In an update to the article we posted about unpaid Birth to Three workers in West Virginia, it seems that the inability to properly balance its budget shouldn’t have come as a surprise to legislators as they closed out their regular session this year without doing so. As information from the legislature’s own press release indicated on March 15th of this year.
“There is one piece of legislation that the Legislature is constitutionally required to pass during the 60 day legislative session: the budget bill. The 2016 Legislature couldn’t get the job done.”
You know things have gone south when the term “Mexican Standoff” shows up in your public discourse on budget negotiations (see above link to the legislature’s press release).
On February 6, 2016, another posted press release stated:
“Requested by the Governor, the supplemental appropriation bill takes $51.8 million from the state’s Revenue Shortfall Reserve Fund (also called the Rainy Day Fund), as well as $6.7 million from two other funds and transfers it into the state’s General Revenue Fund to help the state meet some immediate cash flow needs.”
It seems that the funds have been moved from that Rainy Day Fund to cover the shortfall faced, but has not been utilized to pay its employees and in turn putting families at risk of not getting the care they need and deserve.

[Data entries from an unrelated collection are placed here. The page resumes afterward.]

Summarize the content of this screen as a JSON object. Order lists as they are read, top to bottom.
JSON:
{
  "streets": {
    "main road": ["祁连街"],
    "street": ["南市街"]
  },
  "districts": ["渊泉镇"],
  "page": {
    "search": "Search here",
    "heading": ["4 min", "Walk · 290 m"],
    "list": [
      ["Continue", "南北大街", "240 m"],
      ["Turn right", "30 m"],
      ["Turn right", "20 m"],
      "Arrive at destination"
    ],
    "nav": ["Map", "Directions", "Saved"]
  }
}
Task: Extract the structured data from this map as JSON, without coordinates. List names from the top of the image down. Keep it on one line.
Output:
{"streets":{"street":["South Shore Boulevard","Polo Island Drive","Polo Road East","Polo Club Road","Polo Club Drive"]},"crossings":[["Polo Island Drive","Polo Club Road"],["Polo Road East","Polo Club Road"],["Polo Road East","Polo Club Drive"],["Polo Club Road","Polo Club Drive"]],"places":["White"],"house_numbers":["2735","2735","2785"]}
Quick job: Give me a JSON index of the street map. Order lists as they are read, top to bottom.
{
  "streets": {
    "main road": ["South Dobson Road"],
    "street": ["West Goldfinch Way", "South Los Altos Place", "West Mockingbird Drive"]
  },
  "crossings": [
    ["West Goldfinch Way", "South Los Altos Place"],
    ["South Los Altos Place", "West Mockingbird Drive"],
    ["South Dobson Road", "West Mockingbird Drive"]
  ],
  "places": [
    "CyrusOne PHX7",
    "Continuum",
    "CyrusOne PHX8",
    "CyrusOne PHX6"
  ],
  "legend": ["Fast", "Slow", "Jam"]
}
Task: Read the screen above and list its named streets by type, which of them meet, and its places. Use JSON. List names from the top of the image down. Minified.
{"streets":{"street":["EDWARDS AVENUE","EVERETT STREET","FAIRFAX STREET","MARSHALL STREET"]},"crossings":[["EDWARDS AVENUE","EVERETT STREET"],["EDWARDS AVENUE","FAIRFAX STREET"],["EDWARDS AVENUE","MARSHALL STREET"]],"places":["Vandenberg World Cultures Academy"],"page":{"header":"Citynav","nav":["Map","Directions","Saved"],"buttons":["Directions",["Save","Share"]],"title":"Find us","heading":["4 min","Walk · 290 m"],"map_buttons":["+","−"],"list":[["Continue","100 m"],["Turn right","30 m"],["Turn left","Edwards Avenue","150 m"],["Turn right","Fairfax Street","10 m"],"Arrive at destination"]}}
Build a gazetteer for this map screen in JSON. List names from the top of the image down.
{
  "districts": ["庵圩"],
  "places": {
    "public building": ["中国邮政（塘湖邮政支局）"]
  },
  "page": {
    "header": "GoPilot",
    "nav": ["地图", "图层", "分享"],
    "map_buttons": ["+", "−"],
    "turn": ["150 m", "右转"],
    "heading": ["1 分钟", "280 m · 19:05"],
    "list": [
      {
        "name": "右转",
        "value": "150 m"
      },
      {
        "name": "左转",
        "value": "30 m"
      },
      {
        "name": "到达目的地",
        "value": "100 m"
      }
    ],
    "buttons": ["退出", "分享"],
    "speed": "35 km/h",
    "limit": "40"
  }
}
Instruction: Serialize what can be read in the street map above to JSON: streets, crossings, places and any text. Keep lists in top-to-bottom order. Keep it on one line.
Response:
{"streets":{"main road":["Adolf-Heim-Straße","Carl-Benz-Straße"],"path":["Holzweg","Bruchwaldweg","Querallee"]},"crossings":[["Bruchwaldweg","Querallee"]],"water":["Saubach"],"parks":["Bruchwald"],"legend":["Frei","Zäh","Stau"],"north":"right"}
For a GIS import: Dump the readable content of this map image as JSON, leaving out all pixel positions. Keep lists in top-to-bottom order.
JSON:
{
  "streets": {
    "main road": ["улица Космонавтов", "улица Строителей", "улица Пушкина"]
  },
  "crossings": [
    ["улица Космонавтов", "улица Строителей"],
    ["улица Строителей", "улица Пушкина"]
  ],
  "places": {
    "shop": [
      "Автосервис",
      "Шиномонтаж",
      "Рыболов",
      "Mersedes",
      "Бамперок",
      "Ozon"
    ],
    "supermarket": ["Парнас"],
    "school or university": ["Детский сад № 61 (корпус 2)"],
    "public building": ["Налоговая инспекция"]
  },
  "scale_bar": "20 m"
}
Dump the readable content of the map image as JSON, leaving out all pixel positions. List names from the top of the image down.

Going back even further, the Governor filed for its introduction January 21, then it was approved in February and currently is in an “Effective from Passage” status. So why doesn’t the state have the funds to pay its employees in May with only 40 days left in the fiscal year? Why are employees and contracted workers just now being told?
Apparently a lot of the infighting stems from the PEIA committees request to be fully funded. A battle that has been ongoing since at least December 2015. Republican House Speaker, Tim Armstead places the blame with union leaders and the fallout of the bickering is being felt all over the state.